Newly played Crisis cards interrupt a player’s turn. Each has the opportunity to play with Action cards on it, one per player, and only card of each colour—though the President can play government or grey cards. If the total value of the Action cards equals or exceeds the value of the Crisis, it is dealt with, all action cards played being returned to their players and counting towards their victory points. The President receives the Crisis card for his victory total. If the Crisis is not dealt with, the President is removed from office, and the next faction with a Party Leader succeeds him. The Crisis card also remains in play and cannot be dealt with, its value perpetuating the USSR’s eventual fall.

To denounce a rival Leader, an Action card is placed on his Leader card. A player must have a Leader that matches the Action card’s colour; the first Action card played on a Leader cannot match his colour; and only one Action card of each colour can be played. When the total of three Action cards equals or exceeds a target Leader’s stature, he is purged. He goes into the victory pile of the last player, while the Action cards go back to their respective players’ victory piles. A purge attempt can be countered by making the Leader a Hero of the Soviet Union, or if the President, who can also be purged in this fashion, with a Treaty card.

Play progresses until the unresolved Crisis cards equal 18 or more, or the play deck is exhausted. The player with the most victory points, gained from purging Leaders and resolving Crises, is the winner.

Initially Red Empire can be confusing because Crisis cards interrupt a player’s turn, let everyone else play Action cards to resolve it, then have the original player carry on. Also, too many consecutive Crises can exhaust the players’ hands and finish a game in two, rather than twenty minutes.

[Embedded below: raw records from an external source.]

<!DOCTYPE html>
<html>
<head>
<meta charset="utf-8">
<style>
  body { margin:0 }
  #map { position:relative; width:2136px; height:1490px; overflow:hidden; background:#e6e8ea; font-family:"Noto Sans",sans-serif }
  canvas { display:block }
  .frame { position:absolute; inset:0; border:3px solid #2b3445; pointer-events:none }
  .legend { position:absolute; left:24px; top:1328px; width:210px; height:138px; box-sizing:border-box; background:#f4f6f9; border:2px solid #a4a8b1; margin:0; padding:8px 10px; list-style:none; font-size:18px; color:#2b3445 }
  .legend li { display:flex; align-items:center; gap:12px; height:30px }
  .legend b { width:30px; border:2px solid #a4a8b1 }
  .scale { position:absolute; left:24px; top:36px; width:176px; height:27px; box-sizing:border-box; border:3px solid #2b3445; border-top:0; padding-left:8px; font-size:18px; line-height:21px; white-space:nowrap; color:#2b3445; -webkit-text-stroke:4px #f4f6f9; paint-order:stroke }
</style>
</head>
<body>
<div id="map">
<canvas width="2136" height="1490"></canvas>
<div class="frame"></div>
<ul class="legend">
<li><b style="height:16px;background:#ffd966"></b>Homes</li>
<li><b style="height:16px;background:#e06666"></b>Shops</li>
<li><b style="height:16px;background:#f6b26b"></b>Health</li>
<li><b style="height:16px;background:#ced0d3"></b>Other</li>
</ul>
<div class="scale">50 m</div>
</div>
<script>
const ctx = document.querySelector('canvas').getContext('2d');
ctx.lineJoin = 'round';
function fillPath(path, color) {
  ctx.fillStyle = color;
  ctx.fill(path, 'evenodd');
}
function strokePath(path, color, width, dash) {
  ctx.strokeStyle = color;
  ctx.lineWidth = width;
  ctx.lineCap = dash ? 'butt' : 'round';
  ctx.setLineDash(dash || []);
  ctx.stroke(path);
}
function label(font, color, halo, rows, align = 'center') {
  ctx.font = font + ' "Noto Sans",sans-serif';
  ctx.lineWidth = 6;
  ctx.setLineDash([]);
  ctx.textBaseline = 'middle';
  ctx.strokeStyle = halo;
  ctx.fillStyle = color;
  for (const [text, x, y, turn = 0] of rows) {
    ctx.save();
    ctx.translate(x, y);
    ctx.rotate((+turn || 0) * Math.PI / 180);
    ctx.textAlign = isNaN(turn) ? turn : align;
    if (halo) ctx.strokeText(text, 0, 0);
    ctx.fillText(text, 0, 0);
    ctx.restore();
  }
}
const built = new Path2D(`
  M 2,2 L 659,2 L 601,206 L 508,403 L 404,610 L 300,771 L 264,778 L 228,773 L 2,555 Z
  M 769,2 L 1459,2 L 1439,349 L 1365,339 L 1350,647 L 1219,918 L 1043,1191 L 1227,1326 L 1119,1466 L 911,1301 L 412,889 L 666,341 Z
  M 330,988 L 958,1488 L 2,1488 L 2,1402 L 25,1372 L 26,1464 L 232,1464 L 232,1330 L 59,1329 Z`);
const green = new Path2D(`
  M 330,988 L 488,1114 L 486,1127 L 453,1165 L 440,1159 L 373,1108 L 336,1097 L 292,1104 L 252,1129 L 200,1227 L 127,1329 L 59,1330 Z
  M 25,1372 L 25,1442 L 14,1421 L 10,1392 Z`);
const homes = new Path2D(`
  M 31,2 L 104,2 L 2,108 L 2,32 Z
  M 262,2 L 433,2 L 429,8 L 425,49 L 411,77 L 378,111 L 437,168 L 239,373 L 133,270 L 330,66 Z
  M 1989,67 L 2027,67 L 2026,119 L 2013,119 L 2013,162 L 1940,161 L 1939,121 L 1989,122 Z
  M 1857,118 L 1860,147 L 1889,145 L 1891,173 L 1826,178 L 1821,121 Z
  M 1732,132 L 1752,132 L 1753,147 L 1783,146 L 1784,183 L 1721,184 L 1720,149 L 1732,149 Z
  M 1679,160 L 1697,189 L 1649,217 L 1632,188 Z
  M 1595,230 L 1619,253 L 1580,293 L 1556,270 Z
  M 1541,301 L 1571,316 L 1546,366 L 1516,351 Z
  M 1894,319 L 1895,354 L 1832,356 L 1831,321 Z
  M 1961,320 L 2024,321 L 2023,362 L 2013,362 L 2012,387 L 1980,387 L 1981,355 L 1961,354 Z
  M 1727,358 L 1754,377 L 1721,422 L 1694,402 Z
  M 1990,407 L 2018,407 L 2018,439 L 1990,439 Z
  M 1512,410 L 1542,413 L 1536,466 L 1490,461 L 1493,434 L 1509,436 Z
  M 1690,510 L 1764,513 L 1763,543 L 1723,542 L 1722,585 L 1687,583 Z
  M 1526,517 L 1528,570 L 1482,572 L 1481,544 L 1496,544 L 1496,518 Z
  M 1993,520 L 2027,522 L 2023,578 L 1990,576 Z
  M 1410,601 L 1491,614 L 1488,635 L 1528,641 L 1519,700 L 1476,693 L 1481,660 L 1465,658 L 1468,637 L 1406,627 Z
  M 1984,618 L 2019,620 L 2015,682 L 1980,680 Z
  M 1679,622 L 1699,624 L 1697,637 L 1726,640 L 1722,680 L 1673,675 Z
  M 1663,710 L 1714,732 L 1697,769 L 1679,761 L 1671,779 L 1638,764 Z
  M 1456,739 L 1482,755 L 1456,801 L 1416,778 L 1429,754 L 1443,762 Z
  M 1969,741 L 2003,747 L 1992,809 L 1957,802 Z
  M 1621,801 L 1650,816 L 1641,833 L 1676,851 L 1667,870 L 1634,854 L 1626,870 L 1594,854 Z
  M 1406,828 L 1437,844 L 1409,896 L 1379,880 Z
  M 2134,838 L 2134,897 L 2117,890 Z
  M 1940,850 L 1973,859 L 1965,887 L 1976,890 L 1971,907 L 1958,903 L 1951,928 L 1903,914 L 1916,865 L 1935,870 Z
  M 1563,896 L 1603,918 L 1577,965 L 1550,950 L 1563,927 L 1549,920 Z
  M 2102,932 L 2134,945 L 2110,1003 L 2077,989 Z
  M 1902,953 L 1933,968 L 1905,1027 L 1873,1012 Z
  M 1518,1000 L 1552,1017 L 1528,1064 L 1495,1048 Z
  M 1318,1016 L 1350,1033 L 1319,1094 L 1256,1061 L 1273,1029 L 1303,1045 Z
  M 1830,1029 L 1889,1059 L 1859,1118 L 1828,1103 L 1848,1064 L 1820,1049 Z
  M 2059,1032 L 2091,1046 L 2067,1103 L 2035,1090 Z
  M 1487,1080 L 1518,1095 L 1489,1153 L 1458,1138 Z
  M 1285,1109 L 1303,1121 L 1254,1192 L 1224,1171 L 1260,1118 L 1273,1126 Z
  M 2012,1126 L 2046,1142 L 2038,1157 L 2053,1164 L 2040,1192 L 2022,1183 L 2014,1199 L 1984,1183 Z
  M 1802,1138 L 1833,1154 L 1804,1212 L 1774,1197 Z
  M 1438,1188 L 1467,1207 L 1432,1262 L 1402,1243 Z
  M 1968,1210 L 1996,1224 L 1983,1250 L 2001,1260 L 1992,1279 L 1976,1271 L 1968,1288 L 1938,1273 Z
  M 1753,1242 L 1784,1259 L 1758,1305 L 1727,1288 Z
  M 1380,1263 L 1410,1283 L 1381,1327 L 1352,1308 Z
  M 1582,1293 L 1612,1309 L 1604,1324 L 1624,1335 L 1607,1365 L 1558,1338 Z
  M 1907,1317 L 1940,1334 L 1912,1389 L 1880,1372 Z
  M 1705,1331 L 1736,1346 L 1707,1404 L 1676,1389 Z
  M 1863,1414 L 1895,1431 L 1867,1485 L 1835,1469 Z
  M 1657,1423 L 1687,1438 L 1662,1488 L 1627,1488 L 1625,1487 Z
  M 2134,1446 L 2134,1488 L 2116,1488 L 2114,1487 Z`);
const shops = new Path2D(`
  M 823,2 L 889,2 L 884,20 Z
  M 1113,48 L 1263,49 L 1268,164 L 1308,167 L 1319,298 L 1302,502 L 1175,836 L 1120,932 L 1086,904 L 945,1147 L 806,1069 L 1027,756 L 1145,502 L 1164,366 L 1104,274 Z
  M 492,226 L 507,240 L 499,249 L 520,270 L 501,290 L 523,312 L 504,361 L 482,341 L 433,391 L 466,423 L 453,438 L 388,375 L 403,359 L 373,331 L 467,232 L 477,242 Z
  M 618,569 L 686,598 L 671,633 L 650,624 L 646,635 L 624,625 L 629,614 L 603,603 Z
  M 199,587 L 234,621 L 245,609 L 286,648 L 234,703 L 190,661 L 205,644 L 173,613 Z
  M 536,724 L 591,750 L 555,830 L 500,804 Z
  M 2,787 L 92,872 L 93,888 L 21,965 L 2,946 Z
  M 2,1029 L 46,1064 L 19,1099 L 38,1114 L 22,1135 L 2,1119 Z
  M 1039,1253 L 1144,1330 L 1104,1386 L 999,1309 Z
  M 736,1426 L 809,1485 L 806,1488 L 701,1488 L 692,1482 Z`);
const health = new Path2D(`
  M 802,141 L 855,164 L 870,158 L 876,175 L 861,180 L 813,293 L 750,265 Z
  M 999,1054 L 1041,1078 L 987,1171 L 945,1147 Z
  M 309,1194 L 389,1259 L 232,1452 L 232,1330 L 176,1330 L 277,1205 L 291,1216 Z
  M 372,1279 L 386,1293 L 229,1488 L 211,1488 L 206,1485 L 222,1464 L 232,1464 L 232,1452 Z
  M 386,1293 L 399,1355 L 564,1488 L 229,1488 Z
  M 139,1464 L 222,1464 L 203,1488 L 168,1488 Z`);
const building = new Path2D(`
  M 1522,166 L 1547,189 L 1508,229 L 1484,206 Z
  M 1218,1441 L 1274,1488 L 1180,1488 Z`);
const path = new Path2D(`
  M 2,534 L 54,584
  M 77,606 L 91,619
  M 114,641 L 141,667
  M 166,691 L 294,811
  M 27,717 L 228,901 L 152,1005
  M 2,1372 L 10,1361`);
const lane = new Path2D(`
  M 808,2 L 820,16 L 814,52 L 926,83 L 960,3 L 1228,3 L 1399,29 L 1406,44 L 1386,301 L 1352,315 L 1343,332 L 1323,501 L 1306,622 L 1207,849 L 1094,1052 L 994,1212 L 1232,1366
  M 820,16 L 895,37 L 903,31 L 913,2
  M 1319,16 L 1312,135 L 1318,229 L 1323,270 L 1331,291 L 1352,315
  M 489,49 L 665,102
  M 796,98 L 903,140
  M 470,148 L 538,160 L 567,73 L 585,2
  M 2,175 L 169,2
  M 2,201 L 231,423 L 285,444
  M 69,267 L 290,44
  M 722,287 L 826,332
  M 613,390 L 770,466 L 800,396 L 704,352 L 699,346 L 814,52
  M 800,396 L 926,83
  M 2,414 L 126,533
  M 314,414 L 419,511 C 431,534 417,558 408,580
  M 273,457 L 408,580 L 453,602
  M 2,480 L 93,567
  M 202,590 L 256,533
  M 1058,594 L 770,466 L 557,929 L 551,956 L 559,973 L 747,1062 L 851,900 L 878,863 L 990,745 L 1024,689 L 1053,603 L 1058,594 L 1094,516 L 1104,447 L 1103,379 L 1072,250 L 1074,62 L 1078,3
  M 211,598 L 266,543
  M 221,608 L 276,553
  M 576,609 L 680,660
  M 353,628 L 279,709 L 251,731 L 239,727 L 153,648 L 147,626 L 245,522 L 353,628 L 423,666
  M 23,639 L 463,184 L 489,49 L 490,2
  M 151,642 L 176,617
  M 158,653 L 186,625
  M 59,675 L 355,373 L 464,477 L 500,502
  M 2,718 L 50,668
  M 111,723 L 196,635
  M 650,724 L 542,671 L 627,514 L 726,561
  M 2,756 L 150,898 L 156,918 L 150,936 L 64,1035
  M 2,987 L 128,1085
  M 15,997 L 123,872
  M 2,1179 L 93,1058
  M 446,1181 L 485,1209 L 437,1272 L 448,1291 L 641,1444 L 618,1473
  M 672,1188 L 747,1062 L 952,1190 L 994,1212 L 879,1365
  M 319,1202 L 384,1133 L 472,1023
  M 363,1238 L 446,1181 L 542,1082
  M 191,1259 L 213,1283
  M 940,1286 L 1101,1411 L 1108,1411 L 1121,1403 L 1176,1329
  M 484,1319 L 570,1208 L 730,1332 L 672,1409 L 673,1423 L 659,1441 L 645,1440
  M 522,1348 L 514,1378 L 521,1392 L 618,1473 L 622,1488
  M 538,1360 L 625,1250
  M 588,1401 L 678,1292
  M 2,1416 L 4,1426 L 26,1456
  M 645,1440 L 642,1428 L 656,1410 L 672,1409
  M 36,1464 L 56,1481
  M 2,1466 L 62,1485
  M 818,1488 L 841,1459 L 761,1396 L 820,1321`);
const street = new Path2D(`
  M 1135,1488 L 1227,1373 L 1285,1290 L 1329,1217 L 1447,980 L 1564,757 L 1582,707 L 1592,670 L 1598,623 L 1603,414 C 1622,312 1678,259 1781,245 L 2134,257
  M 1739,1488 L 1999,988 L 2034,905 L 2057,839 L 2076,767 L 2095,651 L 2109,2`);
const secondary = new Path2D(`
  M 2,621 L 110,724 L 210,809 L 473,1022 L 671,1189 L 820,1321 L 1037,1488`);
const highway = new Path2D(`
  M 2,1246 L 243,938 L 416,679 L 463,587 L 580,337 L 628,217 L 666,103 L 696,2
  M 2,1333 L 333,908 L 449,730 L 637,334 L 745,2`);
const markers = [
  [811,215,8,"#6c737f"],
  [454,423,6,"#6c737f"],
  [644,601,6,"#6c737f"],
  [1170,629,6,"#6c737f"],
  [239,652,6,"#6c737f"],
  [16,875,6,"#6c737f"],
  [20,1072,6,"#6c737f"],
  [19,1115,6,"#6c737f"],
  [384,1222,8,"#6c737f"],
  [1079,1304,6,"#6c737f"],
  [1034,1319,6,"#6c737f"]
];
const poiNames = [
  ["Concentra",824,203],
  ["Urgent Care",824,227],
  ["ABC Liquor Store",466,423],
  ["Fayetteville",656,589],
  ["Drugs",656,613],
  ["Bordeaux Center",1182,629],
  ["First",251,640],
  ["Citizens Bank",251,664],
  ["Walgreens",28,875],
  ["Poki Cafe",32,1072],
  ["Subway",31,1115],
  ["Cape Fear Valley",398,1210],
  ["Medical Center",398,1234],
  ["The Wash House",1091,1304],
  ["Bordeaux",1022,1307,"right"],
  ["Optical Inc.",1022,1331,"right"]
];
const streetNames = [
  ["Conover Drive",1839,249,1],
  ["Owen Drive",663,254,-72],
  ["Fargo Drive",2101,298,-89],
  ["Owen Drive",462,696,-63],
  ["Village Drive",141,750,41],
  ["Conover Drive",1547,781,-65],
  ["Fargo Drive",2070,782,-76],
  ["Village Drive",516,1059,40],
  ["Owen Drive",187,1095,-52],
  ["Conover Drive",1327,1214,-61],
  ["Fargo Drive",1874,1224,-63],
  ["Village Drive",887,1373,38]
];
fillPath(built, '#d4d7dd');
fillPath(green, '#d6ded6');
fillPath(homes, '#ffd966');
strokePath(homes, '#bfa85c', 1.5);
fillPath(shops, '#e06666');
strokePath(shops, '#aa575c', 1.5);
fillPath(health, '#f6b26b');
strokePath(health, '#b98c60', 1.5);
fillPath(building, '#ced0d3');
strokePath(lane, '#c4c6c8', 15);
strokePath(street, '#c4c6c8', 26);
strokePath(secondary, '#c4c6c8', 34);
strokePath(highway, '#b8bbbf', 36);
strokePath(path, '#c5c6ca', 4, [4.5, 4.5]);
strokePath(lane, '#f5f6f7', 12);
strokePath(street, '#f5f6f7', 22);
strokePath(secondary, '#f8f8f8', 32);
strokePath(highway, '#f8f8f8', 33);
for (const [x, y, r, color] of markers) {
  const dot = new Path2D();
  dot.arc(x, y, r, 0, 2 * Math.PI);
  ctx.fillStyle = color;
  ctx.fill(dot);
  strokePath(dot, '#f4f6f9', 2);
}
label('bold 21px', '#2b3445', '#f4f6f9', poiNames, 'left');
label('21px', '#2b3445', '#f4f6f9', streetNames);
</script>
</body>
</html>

Essentially, Red Empire emphasizes co-operation and consensus amidst factional rivalry. Co-operation is needed to purge Leaders and the President, and to resolve a Crisis. This scores points, but purge too many and the ability to act, co-operate, and reach a consensus to resolve Crises is diminished. Being President grants a few more Action cards to play and ways to score points, but the role is not a strong one. Tactically, player should denounce party Leaders on principal as this increases his chances of becoming President and take advantage of already denounced Leader to score more points.

Red Empire also provides opportunity aplenty for table talk, invariably sharp and barbed, usually to denounce a Leader. Russian accents are not mandatory, but I have played wearing a Ushanka. Although abstract, Red Empire feels like it models power and government under the Soviet Union, effectively emulating ain interesting period of politics and history.